Hunger develops slowly, and if you eat anything, it goes away. Craving occurs abruptly, and if the mind gets busy, it goes away. Remember this difference!

  • Distract yourself for 20 minutes. The next time you’re at home and thinking of food, and you just ate a little while before, set a kitchen timer for 20 minutes and distract yourself with some activity. For example, set the timer, get busy with some other project, and when the bell goes off, you not only forget you set the bell, but you may not even know why you set it in the first place.
  • Think about the outcome. The first time you try to change a behavior, it might feel awkward and uncomfortable. It is different from what you’ve done in the past. But no matter how uncomfortable you feel at the beginning of a new habit, nothing is as uncomfortable as choosing what to wear based on how much of your body it will cover. Nothing is as uncomfortable as selecting what to wear based on what fits on a particular day rather than what is appropriate for a particular occasion.
  • Control portion size. If you find yourself unable to control your craving, at least control the portion size and calorie intake. To achieve low calories, take the smallest portion of the food that you are craving and eat it V E R Y S L O W L Y!. By doing so, you will enjoy the taste for a longer period of time but you will not take in too many calories and after some time, this craving will pass.

How to stay motivated?

Maintain a positive, I can do it mental attitude, and positive results happen. Avoid negative words about yourself, such as bad or failure or I blew it.

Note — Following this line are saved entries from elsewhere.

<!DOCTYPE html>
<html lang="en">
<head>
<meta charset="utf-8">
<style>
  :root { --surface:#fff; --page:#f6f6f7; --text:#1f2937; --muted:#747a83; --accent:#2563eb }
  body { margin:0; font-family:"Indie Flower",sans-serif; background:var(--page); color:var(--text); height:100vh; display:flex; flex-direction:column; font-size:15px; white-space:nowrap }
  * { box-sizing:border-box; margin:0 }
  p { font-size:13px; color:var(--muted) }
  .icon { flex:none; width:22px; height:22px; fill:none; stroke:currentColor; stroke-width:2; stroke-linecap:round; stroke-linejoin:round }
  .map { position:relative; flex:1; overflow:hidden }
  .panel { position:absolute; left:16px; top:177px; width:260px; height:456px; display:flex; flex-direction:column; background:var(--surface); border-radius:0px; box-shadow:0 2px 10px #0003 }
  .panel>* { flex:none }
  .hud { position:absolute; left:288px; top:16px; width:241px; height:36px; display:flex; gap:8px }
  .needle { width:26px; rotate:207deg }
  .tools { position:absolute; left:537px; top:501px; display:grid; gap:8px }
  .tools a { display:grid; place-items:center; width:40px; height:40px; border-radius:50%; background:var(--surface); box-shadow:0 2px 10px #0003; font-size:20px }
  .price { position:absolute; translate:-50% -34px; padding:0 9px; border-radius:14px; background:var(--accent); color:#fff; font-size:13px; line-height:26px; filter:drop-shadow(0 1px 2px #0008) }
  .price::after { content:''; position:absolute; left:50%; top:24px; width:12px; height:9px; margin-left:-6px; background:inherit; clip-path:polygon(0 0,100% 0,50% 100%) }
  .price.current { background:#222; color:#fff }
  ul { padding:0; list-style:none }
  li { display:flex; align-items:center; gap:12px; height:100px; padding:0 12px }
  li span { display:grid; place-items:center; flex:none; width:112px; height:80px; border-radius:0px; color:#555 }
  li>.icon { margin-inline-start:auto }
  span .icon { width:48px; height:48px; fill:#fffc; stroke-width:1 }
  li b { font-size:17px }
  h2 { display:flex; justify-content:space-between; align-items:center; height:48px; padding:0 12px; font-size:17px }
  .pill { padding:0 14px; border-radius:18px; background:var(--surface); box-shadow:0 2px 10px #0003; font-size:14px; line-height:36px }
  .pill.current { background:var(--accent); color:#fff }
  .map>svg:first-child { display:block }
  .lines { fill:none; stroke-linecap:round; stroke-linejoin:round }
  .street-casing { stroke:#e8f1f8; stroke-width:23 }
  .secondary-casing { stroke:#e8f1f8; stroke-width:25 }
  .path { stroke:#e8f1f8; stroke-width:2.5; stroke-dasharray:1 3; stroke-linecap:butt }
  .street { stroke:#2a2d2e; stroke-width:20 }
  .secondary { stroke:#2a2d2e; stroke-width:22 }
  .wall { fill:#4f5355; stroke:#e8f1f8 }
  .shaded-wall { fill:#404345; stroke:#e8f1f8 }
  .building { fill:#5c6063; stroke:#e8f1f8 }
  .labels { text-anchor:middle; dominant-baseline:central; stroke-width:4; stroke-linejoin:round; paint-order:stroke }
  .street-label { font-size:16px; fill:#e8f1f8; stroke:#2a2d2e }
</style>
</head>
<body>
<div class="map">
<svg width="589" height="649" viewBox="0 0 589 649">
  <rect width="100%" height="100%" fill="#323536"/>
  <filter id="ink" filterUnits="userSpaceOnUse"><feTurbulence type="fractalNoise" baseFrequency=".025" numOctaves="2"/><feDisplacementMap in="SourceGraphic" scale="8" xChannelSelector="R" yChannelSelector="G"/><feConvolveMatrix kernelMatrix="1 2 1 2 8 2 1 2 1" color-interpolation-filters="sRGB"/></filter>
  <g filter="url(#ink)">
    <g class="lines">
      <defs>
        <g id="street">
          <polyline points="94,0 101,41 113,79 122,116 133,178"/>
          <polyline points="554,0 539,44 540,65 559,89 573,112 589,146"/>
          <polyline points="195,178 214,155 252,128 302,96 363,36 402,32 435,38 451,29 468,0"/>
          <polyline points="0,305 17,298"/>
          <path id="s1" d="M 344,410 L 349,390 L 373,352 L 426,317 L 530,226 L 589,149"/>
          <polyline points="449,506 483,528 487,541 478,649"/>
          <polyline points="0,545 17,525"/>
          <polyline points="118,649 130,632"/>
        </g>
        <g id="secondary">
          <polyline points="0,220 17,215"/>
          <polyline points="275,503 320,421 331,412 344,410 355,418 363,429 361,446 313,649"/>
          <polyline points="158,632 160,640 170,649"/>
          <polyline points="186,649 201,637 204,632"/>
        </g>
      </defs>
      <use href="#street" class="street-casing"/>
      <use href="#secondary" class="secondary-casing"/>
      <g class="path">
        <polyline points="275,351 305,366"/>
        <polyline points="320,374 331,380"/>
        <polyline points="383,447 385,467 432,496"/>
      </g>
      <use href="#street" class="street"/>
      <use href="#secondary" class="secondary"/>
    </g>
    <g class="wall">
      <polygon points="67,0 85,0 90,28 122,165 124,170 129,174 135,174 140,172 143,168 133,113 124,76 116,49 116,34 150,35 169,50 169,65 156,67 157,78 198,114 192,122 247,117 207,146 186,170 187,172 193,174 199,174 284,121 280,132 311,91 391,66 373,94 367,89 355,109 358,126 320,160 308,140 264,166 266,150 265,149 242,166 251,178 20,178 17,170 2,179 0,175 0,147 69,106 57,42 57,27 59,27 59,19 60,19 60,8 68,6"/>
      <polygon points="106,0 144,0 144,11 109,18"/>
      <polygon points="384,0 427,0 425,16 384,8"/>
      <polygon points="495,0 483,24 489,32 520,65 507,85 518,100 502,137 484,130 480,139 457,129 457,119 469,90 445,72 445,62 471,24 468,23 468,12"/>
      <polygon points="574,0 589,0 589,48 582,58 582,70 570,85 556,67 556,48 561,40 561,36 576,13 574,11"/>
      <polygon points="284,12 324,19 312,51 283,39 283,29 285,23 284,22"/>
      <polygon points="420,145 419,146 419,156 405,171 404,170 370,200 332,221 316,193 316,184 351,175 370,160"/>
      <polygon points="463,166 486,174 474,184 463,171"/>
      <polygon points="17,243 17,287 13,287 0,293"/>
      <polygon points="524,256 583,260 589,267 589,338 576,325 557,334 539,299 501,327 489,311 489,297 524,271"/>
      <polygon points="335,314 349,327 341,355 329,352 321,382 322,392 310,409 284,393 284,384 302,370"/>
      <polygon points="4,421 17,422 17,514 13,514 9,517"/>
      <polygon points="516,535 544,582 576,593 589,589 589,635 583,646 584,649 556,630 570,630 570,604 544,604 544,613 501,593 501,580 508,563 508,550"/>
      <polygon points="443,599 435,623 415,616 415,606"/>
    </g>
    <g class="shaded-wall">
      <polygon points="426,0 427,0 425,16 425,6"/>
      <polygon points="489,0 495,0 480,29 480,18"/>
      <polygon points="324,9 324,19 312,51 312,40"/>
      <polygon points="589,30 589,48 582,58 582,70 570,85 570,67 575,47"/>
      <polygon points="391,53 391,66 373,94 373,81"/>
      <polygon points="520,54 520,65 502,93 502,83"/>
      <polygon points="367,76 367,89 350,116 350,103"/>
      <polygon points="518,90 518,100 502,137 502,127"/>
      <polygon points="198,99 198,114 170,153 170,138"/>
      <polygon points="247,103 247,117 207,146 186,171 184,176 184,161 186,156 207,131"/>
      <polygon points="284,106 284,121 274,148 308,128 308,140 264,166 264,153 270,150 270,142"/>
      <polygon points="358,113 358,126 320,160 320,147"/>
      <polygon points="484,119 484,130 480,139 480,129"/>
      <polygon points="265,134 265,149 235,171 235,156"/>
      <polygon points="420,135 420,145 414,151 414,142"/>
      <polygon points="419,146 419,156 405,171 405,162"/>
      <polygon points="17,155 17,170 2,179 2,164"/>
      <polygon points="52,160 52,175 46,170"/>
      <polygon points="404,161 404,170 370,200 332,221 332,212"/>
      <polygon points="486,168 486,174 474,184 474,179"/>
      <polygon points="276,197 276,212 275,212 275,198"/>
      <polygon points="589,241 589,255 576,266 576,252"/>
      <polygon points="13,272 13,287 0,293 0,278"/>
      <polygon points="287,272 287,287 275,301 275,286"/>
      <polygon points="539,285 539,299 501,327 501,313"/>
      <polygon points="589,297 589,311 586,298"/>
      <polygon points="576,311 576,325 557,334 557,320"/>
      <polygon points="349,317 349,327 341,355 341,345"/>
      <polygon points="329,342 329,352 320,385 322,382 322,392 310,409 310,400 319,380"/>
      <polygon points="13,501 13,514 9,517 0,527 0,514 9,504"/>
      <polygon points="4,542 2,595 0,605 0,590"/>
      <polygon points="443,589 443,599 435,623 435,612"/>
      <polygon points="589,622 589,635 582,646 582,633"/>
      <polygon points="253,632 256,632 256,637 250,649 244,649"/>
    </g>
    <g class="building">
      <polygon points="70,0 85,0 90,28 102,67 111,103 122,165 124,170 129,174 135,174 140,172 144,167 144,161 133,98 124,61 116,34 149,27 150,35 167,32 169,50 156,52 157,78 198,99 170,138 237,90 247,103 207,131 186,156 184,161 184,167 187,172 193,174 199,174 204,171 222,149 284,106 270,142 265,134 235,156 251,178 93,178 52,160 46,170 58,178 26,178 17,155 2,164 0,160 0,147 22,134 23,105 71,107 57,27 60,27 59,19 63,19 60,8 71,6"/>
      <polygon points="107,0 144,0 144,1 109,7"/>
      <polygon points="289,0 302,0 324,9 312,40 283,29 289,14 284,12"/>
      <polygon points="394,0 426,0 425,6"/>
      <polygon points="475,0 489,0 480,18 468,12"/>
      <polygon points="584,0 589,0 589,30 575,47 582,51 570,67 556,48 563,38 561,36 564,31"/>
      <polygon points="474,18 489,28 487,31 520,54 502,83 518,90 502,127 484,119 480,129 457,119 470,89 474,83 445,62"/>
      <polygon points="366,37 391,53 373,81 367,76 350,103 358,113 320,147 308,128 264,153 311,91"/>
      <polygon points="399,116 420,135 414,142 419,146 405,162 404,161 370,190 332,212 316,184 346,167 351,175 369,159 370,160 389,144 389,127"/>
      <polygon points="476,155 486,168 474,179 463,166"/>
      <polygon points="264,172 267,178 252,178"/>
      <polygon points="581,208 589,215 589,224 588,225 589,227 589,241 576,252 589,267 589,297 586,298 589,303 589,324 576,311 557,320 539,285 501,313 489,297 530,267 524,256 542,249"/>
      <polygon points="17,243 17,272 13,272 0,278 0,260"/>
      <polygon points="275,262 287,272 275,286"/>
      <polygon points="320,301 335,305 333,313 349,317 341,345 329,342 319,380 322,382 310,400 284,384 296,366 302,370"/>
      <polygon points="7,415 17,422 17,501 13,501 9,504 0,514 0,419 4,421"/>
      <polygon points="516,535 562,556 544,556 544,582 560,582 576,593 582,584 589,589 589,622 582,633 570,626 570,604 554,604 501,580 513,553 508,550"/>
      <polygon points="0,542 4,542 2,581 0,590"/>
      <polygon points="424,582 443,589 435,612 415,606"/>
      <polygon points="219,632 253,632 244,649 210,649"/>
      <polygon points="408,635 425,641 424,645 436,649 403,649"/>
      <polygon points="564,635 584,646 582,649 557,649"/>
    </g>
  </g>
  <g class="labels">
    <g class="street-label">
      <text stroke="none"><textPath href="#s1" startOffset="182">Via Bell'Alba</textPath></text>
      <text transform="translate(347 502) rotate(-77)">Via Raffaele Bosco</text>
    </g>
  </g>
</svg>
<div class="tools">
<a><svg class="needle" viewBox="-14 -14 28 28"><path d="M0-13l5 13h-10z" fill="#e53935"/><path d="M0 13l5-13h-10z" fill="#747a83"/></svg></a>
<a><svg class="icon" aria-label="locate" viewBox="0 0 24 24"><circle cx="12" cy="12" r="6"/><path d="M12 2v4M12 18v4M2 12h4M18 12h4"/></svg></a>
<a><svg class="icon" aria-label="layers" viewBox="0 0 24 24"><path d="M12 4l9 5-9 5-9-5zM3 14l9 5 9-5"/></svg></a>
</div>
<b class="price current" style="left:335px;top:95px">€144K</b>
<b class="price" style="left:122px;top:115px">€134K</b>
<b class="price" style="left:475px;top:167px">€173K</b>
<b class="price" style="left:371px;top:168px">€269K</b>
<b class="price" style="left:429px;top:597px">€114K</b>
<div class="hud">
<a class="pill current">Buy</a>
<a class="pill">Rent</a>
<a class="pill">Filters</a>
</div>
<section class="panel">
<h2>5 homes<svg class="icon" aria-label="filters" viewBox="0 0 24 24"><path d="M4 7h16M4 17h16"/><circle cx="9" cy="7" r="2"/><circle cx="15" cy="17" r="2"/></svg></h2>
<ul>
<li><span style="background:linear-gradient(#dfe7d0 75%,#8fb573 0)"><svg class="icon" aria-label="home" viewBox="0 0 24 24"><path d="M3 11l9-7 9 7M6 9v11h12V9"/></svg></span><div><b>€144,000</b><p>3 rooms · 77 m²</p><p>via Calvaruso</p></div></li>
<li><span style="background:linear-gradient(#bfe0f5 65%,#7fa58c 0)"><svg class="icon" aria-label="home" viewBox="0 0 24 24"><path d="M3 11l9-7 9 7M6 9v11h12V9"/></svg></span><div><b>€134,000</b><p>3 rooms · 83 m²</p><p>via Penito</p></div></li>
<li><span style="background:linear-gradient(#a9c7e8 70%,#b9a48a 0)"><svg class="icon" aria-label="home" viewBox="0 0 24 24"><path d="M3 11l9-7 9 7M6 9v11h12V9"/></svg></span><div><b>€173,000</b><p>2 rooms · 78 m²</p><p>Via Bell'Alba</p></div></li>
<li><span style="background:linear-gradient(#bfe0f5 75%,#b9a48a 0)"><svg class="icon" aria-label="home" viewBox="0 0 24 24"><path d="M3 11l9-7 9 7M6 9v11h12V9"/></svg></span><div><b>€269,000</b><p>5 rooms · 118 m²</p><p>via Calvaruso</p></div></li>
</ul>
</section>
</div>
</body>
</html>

For best results, attempt many kinds of change in your life. If drinking water doesn’t help by itself, perhaps the water and deep breathing will be helpful. Sometimes water, deep breathing, changing location and calling a friend are what you need. It is the action of taking an action — any action – that gets the result. It almost doesn’t matter which techniques you use to repattern – what is important is that you take swift, purposeful, and immediate action. The quicker the action, the quicker the moment of anxiety passes.

It is possible that sometimes you might try every technique available and the moment is still difficult. It happens. But that doesn’t mean you should stop trying. It just means your results have not quite accumulated enough to effect a noticeable change. It doesn’t mean nothing is happening. It just might be too subtle for you to notice. Keep doing it anyway. It accumulates. Continue trying, and from each seemingly failed, imperfect human attempt, the structure of the old, destructive habit will be eroded another little bit . . . you will be that much closer to success which is eating only when hungry.

Changing habits takes time but it is possible!

Sometimes one technique works, sometimes another. Every food encounter is different from every other one. Everyone responds to each stimulus differently and responds to repatterning techniques in a different way, too. A combination of several techniques may be just the ticket when one is not enough.

If it doesn’t taste good or look good or satisfy the eye and palate, don’t eat it. We all belong to a nation of people who finish everything on their plate. That is not necessary. You may leave food over. It’s okay. Food is wasted if you put it into a body that doesn’t need it. Better to throw it away. If you order less the next time, there will be less to waste.

When you go off your program because you’re human, you didn’t blow it, wasn’t bad, or a failure. Don’t beat yourself up. Simply get back on your program at the very next meal. Try to figure out what you could do next time the same thing inevitably happens. The quicker you’re back on your program, the more you’ll want to stay on your program. It is becoming a comfortable, enjoyable, and preferred behavior.

Think of things you can do if you’re thinking about eating but know you’re not hungry.